What this task involves >> The data shown below should all be retyped exactly.

Records provided >>
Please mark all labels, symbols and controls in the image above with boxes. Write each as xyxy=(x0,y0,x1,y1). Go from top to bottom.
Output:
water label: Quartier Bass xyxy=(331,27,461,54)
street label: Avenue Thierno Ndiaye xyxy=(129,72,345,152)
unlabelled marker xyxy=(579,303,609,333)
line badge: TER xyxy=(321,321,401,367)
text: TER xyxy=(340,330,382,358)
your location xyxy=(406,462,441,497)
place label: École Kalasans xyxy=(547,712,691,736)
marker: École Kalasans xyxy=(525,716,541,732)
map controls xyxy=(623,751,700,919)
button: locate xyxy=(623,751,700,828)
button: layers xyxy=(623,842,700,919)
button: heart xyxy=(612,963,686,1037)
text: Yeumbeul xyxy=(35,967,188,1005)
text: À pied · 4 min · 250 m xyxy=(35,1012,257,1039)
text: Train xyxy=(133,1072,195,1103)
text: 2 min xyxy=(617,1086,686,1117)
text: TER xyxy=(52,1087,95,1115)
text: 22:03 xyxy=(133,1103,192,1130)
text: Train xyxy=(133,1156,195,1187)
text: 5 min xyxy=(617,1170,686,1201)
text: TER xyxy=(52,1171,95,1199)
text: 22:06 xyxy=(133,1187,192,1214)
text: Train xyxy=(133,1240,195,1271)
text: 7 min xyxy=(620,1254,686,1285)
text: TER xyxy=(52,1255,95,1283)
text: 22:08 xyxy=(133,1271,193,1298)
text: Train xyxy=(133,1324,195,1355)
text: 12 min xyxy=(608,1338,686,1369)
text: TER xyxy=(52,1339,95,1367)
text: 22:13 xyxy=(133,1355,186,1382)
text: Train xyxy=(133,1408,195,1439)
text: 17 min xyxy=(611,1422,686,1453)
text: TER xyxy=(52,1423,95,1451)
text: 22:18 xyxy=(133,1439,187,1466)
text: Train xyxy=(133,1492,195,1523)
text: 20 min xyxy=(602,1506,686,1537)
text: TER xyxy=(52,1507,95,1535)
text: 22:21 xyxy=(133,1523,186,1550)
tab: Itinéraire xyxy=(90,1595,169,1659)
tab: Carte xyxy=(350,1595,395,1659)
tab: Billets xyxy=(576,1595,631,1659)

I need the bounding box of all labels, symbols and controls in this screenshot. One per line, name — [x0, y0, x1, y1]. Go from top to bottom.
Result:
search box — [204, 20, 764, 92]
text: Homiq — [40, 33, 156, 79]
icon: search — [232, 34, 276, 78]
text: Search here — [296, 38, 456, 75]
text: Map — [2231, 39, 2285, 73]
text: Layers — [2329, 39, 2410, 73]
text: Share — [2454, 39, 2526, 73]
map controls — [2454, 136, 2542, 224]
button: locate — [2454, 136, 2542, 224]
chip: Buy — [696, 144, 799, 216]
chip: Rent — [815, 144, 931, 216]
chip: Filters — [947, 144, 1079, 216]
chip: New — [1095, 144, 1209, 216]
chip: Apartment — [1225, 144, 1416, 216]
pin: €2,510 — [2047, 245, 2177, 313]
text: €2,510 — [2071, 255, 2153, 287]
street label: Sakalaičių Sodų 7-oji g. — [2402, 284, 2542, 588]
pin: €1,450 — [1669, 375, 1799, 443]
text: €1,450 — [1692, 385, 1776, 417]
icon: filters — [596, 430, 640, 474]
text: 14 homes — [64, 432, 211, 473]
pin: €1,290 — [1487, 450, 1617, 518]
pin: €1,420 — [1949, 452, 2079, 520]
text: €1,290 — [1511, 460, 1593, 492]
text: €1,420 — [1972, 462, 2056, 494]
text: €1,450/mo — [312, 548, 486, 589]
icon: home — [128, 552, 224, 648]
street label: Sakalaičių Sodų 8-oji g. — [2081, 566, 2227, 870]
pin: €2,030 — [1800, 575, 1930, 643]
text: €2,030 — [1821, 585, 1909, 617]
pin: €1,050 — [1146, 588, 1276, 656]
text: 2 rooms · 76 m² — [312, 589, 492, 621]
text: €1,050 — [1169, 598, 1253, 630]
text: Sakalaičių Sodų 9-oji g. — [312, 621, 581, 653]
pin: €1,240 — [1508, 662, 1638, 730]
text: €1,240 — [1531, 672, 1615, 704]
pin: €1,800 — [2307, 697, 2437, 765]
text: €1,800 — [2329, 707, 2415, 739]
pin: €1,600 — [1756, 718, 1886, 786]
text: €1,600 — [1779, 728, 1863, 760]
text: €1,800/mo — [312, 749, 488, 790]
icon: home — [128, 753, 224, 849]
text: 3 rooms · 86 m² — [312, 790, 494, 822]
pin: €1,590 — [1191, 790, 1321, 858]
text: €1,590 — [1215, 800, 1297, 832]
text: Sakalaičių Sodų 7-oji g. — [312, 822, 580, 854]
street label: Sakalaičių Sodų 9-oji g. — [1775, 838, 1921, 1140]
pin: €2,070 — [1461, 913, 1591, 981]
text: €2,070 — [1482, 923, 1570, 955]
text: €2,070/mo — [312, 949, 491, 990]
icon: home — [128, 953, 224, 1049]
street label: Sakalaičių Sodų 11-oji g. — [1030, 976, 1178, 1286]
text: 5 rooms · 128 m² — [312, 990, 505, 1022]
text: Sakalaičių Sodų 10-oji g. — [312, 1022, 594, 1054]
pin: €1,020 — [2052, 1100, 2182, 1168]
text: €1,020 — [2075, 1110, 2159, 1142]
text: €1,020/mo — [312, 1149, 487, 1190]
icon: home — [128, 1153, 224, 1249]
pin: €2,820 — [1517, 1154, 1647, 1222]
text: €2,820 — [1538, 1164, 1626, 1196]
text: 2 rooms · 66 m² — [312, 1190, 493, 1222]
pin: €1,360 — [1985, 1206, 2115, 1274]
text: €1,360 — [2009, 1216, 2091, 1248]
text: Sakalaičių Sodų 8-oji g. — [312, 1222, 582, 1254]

Written solution >>
Please mark all labels, symbols and controls in the image above with boxes. Write each as xyxy=(x0,y0,x1,y1). Go from top to bottom.
Output:
water label: Quartier Bass xyxy=(331,27,461,54)
street label: Avenue Thierno Ndiaye xyxy=(129,72,345,152)
unlabelled marker xyxy=(579,303,609,333)
line badge: TER xyxy=(321,321,401,367)
text: TER xyxy=(340,330,382,358)
your location xyxy=(406,462,441,497)
place label: École Kalasans xyxy=(547,712,691,736)
marker: École Kalasans xyxy=(525,716,541,732)
map controls xyxy=(623,751,700,919)
button: locate xyxy=(623,751,700,828)
button: layers xyxy=(623,842,700,919)
button: heart xyxy=(612,963,686,1037)
text: Yeumbeul xyxy=(35,967,188,1005)
text: À pied · 4 min · 250 m xyxy=(35,1012,257,1039)
text: Train xyxy=(133,1072,195,1103)
text: 2 min xyxy=(617,1086,686,1117)
text: TER xyxy=(52,1087,95,1115)
text: 22:03 xyxy=(133,1103,192,1130)
text: Train xyxy=(133,1156,195,1187)
text: 5 min xyxy=(617,1170,686,1201)
text: TER xyxy=(52,1171,95,1199)
text: 22:06 xyxy=(133,1187,192,1214)
text: Train xyxy=(133,1240,195,1271)
text: 7 min xyxy=(620,1254,686,1285)
text: TER xyxy=(52,1255,95,1283)
text: 22:08 xyxy=(133,1271,193,1298)
text: Train xyxy=(133,1324,195,1355)
text: 12 min xyxy=(608,1338,686,1369)
text: TER xyxy=(52,1339,95,1367)
text: 22:13 xyxy=(133,1355,186,1382)
text: Train xyxy=(133,1408,195,1439)
text: 17 min xyxy=(611,1422,686,1453)
text: TER xyxy=(52,1423,95,1451)
text: 22:18 xyxy=(133,1439,187,1466)
text: Train xyxy=(133,1492,195,1523)
text: 20 min xyxy=(602,1506,686,1537)
text: TER xyxy=(52,1507,95,1535)
text: 22:21 xyxy=(133,1523,186,1550)
tab: Itinéraire xyxy=(90,1595,169,1659)
tab: Carte xyxy=(350,1595,395,1659)
tab: Billets xyxy=(576,1595,631,1659)

I need the bounding box of all labels, symbols and controls in this screenshot. One per line, name — [x0, y0, x1, y1]. Go from top to bottom.
Result:
search box — [204, 20, 764, 92]
text: Homiq — [40, 33, 156, 79]
icon: search — [232, 34, 276, 78]
text: Search here — [296, 38, 456, 75]
text: Map — [2231, 39, 2285, 73]
text: Layers — [2329, 39, 2410, 73]
text: Share — [2454, 39, 2526, 73]
map controls — [2454, 136, 2542, 224]
button: locate — [2454, 136, 2542, 224]
chip: Buy — [696, 144, 799, 216]
chip: Rent — [815, 144, 931, 216]
chip: Filters — [947, 144, 1079, 216]
chip: New — [1095, 144, 1209, 216]
chip: Apartment — [1225, 144, 1416, 216]
pin: €2,510 — [2047, 245, 2177, 313]
text: €2,510 — [2071, 255, 2153, 287]
street label: Sakalaičių Sodų 7-oji g. — [2402, 284, 2542, 588]
pin: €1,450 — [1669, 375, 1799, 443]
text: €1,450 — [1692, 385, 1776, 417]
icon: filters — [596, 430, 640, 474]
text: 14 homes — [64, 432, 211, 473]
pin: €1,290 — [1487, 450, 1617, 518]
pin: €1,420 — [1949, 452, 2079, 520]
text: €1,290 — [1511, 460, 1593, 492]
text: €1,420 — [1972, 462, 2056, 494]
text: €1,450/mo — [312, 548, 486, 589]
icon: home — [128, 552, 224, 648]
street label: Sakalaičių Sodų 8-oji g. — [2081, 566, 2227, 870]
pin: €2,030 — [1800, 575, 1930, 643]
text: €2,030 — [1821, 585, 1909, 617]
pin: €1,050 — [1146, 588, 1276, 656]
text: 2 rooms · 76 m² — [312, 589, 492, 621]
text: €1,050 — [1169, 598, 1253, 630]
text: Sakalaičių Sodų 9-oji g. — [312, 621, 581, 653]
pin: €1,240 — [1508, 662, 1638, 730]
text: €1,240 — [1531, 672, 1615, 704]
pin: €1,800 — [2307, 697, 2437, 765]
text: €1,800 — [2329, 707, 2415, 739]
pin: €1,600 — [1756, 718, 1886, 786]
text: €1,600 — [1779, 728, 1863, 760]
text: €1,800/mo — [312, 749, 488, 790]
icon: home — [128, 753, 224, 849]
text: 3 rooms · 86 m² — [312, 790, 494, 822]
pin: €1,590 — [1191, 790, 1321, 858]
text: €1,590 — [1215, 800, 1297, 832]
text: Sakalaičių Sodų 7-oji g. — [312, 822, 580, 854]
street label: Sakalaičių Sodų 9-oji g. — [1775, 838, 1921, 1140]
pin: €2,070 — [1461, 913, 1591, 981]
text: €2,070 — [1482, 923, 1570, 955]
text: €2,070/mo — [312, 949, 491, 990]
icon: home — [128, 953, 224, 1049]
street label: Sakalaičių Sodų 11-oji g. — [1030, 976, 1178, 1286]
text: 5 rooms · 128 m² — [312, 990, 505, 1022]
text: Sakalaičių Sodų 10-oji g. — [312, 1022, 594, 1054]
pin: €1,020 — [2052, 1100, 2182, 1168]
text: €1,020 — [2075, 1110, 2159, 1142]
text: €1,020/mo — [312, 1149, 487, 1190]
icon: home — [128, 1153, 224, 1249]
pin: €2,820 — [1517, 1154, 1647, 1222]
text: €2,820 — [1538, 1164, 1626, 1196]
text: 2 rooms · 66 m² — [312, 1190, 493, 1222]
pin: €1,360 — [1985, 1206, 2115, 1274]
text: €1,360 — [2009, 1216, 2091, 1248]
text: Sakalaičių Sodų 8-oji g. — [312, 1222, 582, 1254]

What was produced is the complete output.